## REQUIRED ACTION:
Set down, in full, every record in the block.

## RECORDS FOR THE TASK:
-- -- --

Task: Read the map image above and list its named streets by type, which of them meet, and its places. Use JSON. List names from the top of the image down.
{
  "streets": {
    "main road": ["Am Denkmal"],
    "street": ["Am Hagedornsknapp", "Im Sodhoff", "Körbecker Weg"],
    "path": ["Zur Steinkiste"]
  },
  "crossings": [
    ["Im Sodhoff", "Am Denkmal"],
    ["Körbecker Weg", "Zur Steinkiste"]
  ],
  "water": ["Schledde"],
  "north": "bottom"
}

-- -- --

## TASK SOLUTION:
Task: Read the map image above and list its named streets by type, which of them meet, and its places. Use JSON. List names from the top of the image down.
{
  "streets": {
    "main road": ["Am Denkmal"],
    "street": ["Am Hagedornsknapp", "Im Sodhoff", "Körbecker Weg"],
    "path": ["Zur Steinkiste"]
  },
  "crossings": [
    ["Im Sodhoff", "Am Denkmal"],
    ["Körbecker Weg", "Zur Steinkiste"]
  ],
  "water": ["Schledde"],
  "north": "bottom"
}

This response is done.